--- START ---
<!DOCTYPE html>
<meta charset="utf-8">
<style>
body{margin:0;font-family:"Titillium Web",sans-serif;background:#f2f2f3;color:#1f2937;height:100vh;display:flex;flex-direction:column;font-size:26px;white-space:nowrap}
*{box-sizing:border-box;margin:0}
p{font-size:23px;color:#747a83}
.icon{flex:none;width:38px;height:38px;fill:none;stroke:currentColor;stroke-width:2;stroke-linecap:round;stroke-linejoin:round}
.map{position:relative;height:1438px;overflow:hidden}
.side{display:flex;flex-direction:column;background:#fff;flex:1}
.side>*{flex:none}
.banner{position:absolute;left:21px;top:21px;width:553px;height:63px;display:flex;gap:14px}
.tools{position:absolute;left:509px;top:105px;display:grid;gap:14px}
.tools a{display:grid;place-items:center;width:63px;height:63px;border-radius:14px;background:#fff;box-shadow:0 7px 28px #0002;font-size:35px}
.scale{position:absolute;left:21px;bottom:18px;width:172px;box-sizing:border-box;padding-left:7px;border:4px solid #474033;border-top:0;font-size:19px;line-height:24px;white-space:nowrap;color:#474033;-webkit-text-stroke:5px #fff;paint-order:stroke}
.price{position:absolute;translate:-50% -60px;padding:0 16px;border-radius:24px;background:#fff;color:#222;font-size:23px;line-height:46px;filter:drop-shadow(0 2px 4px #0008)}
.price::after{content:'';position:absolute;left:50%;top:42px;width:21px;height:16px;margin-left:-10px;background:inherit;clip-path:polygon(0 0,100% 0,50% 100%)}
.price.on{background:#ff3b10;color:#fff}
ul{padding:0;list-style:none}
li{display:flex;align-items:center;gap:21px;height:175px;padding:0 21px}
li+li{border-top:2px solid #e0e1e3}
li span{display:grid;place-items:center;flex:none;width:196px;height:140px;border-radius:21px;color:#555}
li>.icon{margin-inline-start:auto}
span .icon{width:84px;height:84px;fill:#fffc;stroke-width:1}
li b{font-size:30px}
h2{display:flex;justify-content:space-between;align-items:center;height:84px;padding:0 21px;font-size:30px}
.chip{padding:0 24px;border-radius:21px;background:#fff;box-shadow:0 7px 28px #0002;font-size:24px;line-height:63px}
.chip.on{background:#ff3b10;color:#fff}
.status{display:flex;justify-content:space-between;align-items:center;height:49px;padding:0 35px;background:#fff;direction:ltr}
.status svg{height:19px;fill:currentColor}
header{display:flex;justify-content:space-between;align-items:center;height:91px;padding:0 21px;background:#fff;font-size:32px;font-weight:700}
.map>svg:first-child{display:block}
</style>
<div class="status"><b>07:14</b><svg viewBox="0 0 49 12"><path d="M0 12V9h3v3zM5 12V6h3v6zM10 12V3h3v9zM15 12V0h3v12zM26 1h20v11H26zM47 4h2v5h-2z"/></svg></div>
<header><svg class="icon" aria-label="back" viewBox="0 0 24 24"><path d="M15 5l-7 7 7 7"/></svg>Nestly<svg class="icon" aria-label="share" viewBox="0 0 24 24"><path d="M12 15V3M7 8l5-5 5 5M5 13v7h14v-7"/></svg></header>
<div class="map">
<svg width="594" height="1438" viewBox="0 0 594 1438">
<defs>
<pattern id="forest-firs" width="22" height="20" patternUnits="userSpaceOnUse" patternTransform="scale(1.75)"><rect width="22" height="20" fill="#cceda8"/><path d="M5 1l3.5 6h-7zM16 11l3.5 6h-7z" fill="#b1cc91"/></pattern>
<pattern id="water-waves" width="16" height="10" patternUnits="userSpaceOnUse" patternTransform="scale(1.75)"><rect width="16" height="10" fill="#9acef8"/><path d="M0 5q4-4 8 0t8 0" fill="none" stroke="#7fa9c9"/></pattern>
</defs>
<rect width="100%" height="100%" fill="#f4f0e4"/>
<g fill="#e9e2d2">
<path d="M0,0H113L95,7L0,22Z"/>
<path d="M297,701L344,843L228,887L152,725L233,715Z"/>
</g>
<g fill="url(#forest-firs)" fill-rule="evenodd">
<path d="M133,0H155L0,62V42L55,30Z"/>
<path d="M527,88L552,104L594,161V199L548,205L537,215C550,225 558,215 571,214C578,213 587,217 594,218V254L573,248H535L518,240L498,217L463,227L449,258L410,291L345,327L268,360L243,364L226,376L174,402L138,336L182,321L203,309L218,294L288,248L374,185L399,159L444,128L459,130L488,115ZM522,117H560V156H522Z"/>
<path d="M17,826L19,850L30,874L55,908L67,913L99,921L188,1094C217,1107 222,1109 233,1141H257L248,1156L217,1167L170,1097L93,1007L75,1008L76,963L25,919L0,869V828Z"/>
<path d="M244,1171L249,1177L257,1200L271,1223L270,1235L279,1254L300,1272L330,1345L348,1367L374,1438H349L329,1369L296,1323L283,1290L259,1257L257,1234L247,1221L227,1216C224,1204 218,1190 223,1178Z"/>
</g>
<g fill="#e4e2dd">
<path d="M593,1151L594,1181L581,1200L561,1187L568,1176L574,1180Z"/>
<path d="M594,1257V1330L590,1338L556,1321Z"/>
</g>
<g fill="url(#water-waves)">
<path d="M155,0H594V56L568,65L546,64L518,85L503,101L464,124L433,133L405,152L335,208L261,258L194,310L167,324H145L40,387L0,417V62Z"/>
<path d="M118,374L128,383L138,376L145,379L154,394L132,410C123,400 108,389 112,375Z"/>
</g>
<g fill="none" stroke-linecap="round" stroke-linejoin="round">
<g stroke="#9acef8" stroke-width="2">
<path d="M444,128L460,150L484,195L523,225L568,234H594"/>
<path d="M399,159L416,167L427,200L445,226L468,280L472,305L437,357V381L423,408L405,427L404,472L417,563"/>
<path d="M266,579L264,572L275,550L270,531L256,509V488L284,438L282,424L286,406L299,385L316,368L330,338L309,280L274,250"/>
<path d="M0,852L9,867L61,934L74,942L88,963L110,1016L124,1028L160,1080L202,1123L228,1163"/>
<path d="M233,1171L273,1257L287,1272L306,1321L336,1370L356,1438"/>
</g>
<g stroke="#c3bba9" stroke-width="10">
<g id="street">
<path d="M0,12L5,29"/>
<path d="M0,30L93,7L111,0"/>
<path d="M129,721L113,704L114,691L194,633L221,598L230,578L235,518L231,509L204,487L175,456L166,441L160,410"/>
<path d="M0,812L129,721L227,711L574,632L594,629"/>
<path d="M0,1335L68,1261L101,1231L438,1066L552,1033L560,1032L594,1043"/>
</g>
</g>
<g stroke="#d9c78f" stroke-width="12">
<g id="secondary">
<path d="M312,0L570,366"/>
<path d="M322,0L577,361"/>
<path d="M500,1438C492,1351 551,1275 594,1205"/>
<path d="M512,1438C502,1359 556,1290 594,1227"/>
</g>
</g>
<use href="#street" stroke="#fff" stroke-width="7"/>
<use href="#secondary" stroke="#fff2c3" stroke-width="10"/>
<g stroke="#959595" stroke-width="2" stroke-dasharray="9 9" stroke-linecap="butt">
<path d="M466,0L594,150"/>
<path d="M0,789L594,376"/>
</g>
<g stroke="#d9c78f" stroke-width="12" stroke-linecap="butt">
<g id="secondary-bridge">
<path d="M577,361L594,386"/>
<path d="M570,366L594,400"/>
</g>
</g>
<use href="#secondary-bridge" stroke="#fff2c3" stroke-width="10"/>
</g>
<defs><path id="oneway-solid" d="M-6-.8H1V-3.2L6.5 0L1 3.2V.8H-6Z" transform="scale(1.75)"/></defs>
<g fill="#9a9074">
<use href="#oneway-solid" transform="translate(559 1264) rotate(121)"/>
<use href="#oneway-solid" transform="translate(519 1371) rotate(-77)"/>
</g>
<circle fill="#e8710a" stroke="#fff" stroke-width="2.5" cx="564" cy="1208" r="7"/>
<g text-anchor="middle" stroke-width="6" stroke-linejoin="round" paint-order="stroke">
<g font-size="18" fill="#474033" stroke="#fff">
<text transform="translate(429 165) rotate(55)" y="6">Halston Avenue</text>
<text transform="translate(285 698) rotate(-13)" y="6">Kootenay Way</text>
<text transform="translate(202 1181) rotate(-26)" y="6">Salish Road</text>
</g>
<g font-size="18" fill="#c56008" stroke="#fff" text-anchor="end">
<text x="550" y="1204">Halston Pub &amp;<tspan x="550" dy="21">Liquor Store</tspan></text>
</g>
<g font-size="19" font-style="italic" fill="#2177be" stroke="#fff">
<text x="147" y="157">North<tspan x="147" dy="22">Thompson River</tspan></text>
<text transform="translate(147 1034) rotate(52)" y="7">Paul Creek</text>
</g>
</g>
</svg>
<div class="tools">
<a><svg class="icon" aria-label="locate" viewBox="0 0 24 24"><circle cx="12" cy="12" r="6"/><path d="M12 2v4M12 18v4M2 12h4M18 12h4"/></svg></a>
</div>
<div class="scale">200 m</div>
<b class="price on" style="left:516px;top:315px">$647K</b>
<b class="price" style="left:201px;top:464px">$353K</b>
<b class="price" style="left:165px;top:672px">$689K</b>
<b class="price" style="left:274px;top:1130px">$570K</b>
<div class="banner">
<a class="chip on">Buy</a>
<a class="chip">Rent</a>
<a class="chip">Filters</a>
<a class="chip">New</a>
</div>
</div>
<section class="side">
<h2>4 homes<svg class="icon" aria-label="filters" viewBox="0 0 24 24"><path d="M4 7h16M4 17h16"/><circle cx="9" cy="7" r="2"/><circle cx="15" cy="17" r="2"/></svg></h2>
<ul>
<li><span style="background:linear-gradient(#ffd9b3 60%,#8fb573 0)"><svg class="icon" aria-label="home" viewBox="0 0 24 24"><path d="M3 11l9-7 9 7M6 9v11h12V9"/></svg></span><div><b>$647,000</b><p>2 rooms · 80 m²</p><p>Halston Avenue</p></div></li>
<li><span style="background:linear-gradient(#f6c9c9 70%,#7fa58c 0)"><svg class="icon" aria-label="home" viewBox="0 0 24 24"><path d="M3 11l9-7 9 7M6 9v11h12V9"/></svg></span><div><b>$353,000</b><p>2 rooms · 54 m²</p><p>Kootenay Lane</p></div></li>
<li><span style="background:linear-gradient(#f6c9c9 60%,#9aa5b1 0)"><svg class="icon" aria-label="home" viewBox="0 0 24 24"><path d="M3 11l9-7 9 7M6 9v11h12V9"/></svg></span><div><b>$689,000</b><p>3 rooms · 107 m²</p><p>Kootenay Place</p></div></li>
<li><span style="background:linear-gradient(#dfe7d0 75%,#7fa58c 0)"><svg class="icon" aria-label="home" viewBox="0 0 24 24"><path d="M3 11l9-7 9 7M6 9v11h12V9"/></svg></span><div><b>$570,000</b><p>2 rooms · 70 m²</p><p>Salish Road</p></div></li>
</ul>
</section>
--- END ---
--- START ---
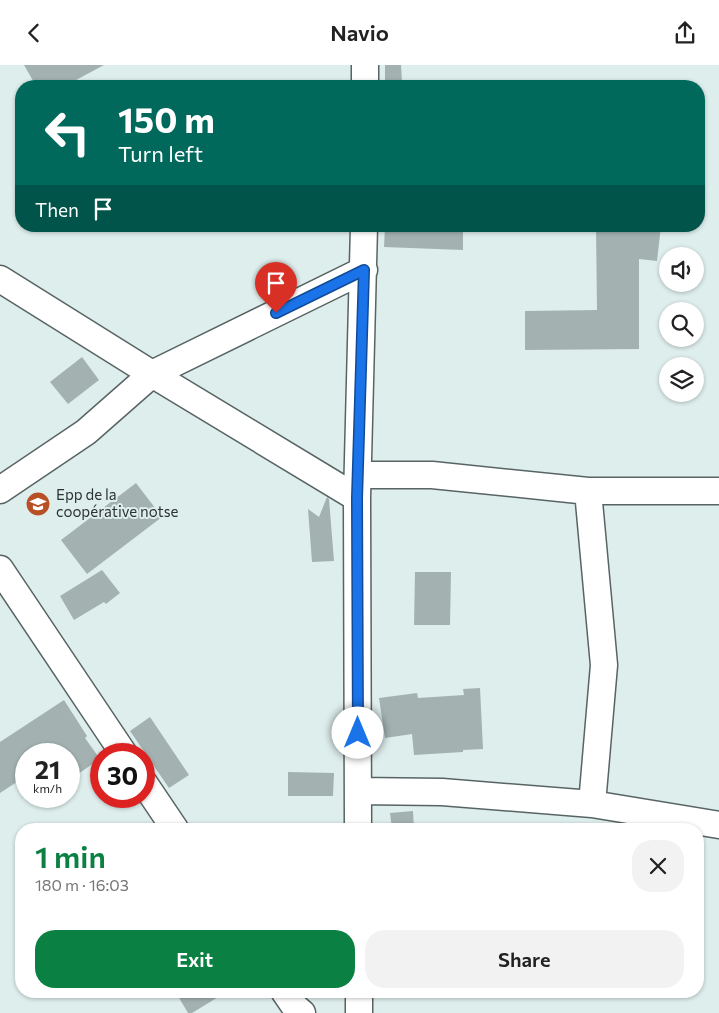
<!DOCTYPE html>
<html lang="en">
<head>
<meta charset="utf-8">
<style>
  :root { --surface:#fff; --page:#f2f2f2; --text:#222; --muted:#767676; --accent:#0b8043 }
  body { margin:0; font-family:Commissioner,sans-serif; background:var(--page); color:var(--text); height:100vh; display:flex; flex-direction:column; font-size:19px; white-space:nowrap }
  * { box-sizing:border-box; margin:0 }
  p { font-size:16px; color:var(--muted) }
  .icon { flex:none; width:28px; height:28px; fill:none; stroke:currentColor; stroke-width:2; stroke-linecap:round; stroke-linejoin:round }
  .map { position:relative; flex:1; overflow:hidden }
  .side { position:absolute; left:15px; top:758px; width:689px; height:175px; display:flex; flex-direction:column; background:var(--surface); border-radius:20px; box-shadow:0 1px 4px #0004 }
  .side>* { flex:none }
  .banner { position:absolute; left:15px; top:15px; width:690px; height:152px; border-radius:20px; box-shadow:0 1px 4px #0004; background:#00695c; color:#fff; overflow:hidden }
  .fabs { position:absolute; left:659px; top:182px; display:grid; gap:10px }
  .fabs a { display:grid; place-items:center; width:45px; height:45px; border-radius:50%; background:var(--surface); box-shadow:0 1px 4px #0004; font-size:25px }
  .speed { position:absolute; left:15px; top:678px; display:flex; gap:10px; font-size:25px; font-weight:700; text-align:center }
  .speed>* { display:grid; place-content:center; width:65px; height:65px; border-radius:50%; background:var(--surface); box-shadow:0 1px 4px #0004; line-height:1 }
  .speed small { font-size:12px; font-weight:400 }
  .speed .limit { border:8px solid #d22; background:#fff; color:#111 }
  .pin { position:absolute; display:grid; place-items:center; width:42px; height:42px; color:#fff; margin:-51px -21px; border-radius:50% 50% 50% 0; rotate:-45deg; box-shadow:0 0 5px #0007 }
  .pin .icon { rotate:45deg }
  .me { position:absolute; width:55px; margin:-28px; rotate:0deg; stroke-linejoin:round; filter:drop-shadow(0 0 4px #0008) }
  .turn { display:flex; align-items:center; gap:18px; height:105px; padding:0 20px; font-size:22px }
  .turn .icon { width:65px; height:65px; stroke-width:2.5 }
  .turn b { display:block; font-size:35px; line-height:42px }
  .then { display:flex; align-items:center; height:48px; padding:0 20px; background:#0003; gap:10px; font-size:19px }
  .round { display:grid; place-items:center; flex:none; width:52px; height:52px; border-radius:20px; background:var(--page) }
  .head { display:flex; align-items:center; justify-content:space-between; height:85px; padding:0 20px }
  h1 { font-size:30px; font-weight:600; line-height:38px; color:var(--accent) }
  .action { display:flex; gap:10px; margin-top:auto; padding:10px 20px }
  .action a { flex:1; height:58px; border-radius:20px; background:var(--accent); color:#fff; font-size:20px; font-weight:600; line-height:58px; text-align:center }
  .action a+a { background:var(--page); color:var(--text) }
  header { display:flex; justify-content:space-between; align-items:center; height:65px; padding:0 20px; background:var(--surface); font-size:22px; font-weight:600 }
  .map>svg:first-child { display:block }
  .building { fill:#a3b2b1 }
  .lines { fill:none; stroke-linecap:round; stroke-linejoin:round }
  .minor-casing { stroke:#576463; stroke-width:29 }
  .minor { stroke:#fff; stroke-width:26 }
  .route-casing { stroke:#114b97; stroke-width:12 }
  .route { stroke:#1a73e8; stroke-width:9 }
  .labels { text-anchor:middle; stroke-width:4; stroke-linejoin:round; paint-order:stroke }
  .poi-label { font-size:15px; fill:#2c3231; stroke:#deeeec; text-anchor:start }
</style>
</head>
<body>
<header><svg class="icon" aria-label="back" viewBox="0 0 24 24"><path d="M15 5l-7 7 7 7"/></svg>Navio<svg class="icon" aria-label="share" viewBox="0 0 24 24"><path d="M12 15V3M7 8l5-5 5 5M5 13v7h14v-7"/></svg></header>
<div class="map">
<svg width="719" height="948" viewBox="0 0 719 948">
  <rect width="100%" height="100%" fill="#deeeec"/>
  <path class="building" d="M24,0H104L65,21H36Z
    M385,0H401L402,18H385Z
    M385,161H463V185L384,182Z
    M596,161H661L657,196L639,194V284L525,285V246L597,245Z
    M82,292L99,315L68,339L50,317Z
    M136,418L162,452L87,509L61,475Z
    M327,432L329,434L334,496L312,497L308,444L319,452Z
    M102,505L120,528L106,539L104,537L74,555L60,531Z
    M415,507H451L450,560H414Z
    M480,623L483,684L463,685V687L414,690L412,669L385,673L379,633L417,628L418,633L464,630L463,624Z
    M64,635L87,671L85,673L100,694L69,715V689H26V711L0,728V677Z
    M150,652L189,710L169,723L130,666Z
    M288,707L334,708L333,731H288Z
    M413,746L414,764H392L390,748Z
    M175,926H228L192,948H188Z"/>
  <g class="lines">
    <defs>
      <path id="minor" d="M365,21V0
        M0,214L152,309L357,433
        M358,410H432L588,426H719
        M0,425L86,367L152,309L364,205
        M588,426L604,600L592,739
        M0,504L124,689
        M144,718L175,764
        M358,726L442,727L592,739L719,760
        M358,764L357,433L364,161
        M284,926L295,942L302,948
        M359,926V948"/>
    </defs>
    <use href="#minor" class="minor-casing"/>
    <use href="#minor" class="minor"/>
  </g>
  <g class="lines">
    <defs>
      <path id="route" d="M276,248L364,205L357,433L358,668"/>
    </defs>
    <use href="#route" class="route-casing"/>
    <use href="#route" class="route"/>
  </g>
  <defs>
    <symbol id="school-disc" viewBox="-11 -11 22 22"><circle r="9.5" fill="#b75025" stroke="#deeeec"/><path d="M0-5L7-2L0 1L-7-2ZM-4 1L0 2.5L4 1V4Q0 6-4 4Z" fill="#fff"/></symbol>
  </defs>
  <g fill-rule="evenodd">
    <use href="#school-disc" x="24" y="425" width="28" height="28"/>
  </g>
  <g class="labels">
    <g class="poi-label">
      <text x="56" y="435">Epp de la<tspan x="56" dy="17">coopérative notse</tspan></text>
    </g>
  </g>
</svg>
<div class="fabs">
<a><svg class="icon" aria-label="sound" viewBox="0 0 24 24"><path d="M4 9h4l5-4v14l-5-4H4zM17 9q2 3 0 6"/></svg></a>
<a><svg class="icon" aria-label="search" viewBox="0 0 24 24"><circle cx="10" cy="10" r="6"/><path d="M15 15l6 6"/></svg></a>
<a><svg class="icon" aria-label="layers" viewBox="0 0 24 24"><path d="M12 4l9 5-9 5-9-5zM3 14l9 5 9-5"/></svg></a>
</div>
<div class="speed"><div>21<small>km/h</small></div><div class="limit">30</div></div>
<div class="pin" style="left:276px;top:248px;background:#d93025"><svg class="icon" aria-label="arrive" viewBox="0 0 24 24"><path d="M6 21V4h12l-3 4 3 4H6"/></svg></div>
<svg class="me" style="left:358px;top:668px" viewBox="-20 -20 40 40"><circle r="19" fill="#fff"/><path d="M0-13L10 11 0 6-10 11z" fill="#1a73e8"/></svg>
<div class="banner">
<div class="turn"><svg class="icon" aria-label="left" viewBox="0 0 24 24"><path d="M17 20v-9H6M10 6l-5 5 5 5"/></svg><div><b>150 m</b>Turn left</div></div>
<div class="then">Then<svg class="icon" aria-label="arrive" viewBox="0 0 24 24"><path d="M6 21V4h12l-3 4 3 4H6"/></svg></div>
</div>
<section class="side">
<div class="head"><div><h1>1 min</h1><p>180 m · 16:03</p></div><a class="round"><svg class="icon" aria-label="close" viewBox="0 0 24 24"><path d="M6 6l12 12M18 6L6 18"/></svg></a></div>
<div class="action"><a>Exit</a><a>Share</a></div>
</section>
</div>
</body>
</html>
--- END ---
What you need to do - Using the data above, copy each line that contains "fabs".

Problem solution -
  .fabs { position:absolute; left:659px; top:182px; display:grid; gap:10px }
  .fabs a { display:grid; place-items:center; width:45px; height:45px; border-radius:50%; background:var(--surface); box-shadow:0 1px 4px #0004; font-size:25px }
<div class="fabs">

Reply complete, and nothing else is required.